## Task description
Quote all of the entries word for word.
======== Exercise material
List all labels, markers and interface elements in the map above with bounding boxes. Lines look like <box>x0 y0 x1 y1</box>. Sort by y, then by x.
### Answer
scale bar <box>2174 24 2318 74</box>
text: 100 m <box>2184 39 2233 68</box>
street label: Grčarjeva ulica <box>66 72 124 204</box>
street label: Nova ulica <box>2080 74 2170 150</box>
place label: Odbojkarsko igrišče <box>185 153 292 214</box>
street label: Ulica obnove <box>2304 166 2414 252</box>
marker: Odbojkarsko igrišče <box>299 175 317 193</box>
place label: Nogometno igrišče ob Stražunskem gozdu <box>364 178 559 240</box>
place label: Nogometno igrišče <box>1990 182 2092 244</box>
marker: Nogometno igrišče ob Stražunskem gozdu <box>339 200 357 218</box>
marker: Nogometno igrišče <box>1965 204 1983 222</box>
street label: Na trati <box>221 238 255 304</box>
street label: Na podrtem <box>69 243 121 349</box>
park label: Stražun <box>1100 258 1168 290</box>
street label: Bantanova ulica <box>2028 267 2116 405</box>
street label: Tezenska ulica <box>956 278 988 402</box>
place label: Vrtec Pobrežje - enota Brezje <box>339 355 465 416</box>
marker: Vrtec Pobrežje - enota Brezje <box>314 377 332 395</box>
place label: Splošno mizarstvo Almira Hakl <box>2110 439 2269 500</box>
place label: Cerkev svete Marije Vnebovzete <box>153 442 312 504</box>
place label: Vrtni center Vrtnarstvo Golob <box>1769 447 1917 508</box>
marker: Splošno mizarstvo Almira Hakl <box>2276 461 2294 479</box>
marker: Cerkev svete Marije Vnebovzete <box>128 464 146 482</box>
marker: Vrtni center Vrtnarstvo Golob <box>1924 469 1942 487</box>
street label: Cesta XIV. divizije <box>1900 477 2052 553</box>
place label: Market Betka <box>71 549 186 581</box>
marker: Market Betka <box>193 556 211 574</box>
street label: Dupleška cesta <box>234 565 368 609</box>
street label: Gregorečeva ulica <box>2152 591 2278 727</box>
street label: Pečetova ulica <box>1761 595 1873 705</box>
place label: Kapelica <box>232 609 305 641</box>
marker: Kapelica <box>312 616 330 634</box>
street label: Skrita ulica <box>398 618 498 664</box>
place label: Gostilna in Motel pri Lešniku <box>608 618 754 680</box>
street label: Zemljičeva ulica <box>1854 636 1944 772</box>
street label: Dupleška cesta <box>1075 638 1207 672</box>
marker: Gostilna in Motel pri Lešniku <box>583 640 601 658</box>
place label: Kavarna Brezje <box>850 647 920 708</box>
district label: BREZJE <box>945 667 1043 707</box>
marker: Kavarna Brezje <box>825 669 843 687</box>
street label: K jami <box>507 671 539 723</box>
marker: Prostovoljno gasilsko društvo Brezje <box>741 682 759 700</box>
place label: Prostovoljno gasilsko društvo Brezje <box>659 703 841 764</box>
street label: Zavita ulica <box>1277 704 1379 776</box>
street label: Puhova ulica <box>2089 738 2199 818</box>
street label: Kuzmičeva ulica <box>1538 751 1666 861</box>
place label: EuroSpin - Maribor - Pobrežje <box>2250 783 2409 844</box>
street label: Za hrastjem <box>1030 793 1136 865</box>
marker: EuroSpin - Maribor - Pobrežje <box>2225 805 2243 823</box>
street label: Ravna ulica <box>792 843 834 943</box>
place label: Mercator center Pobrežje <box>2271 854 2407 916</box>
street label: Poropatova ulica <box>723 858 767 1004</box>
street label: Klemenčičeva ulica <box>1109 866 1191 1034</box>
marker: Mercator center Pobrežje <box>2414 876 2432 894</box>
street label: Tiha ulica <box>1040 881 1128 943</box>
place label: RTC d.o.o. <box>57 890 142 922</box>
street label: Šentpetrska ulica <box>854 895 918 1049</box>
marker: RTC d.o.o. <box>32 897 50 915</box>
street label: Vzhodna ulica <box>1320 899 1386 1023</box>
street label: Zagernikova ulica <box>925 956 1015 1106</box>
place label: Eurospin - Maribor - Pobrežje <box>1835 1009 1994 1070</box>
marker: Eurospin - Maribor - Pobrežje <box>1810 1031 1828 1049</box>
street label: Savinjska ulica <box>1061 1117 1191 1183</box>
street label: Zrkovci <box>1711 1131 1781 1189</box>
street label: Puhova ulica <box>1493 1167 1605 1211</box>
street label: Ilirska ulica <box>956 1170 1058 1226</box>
================
## Worked solution
List all labels, markers and interface elements in the map above with bounding boxes. Lines look like <box>x0 y0 x1 y1</box>. Sort by y, then by x.
### Answer
scale bar <box>2174 24 2318 74</box>
text: 100 m <box>2184 39 2233 68</box>
street label: Grčarjeva ulica <box>66 72 124 204</box>
street label: Nova ulica <box>2080 74 2170 150</box>
place label: Odbojkarsko igrišče <box>185 153 292 214</box>
street label: Ulica obnove <box>2304 166 2414 252</box>
marker: Odbojkarsko igrišče <box>299 175 317 193</box>
place label: Nogometno igrišče ob Stražunskem gozdu <box>364 178 559 240</box>
place label: Nogometno igrišče <box>1990 182 2092 244</box>
marker: Nogometno igrišče ob Stražunskem gozdu <box>339 200 357 218</box>
marker: Nogometno igrišče <box>1965 204 1983 222</box>
street label: Na trati <box>221 238 255 304</box>
street label: Na podrtem <box>69 243 121 349</box>
park label: Stražun <box>1100 258 1168 290</box>
street label: Bantanova ulica <box>2028 267 2116 405</box>
street label: Tezenska ulica <box>956 278 988 402</box>
place label: Vrtec Pobrežje - enota Brezje <box>339 355 465 416</box>
marker: Vrtec Pobrežje - enota Brezje <box>314 377 332 395</box>
place label: Splošno mizarstvo Almira Hakl <box>2110 439 2269 500</box>
place label: Cerkev svete Marije Vnebovzete <box>153 442 312 504</box>
place label: Vrtni center Vrtnarstvo Golob <box>1769 447 1917 508</box>
marker: Splošno mizarstvo Almira Hakl <box>2276 461 2294 479</box>
marker: Cerkev svete Marije Vnebovzete <box>128 464 146 482</box>
marker: Vrtni center Vrtnarstvo Golob <box>1924 469 1942 487</box>
street label: Cesta XIV. divizije <box>1900 477 2052 553</box>
place label: Market Betka <box>71 549 186 581</box>
marker: Market Betka <box>193 556 211 574</box>
street label: Dupleška cesta <box>234 565 368 609</box>
street label: Gregorečeva ulica <box>2152 591 2278 727</box>
street label: Pečetova ulica <box>1761 595 1873 705</box>
place label: Kapelica <box>232 609 305 641</box>
marker: Kapelica <box>312 616 330 634</box>
street label: Skrita ulica <box>398 618 498 664</box>
place label: Gostilna in Motel pri Lešniku <box>608 618 754 680</box>
street label: Zemljičeva ulica <box>1854 636 1944 772</box>
street label: Dupleška cesta <box>1075 638 1207 672</box>
marker: Gostilna in Motel pri Lešniku <box>583 640 601 658</box>
place label: Kavarna Brezje <box>850 647 920 708</box>
district label: BREZJE <box>945 667 1043 707</box>
marker: Kavarna Brezje <box>825 669 843 687</box>
street label: K jami <box>507 671 539 723</box>
marker: Prostovoljno gasilsko društvo Brezje <box>741 682 759 700</box>
place label: Prostovoljno gasilsko društvo Brezje <box>659 703 841 764</box>
street label: Zavita ulica <box>1277 704 1379 776</box>
street label: Puhova ulica <box>2089 738 2199 818</box>
street label: Kuzmičeva ulica <box>1538 751 1666 861</box>
place label: EuroSpin - Maribor - Pobrežje <box>2250 783 2409 844</box>
street label: Za hrastjem <box>1030 793 1136 865</box>
marker: EuroSpin - Maribor - Pobrežje <box>2225 805 2243 823</box>
street label: Ravna ulica <box>792 843 834 943</box>
place label: Mercator center Pobrežje <box>2271 854 2407 916</box>
street label: Poropatova ulica <box>723 858 767 1004</box>
street label: Klemenčičeva ulica <box>1109 866 1191 1034</box>
marker: Mercator center Pobrežje <box>2414 876 2432 894</box>
street label: Tiha ulica <box>1040 881 1128 943</box>
place label: RTC d.o.o. <box>57 890 142 922</box>
street label: Šentpetrska ulica <box>854 895 918 1049</box>
marker: RTC d.o.o. <box>32 897 50 915</box>
street label: Vzhodna ulica <box>1320 899 1386 1023</box>
street label: Zagernikova ulica <box>925 956 1015 1106</box>
place label: Eurospin - Maribor - Pobrežje <box>1835 1009 1994 1070</box>
marker: Eurospin - Maribor - Pobrežje <box>1810 1031 1828 1049</box>
street label: Savinjska ulica <box>1061 1117 1191 1183</box>
street label: Zrkovci <box>1711 1131 1781 1189</box>
street label: Puhova ulica <box>1493 1167 1605 1211</box>
street label: Ilirska ulica <box>956 1170 1058 1226</box>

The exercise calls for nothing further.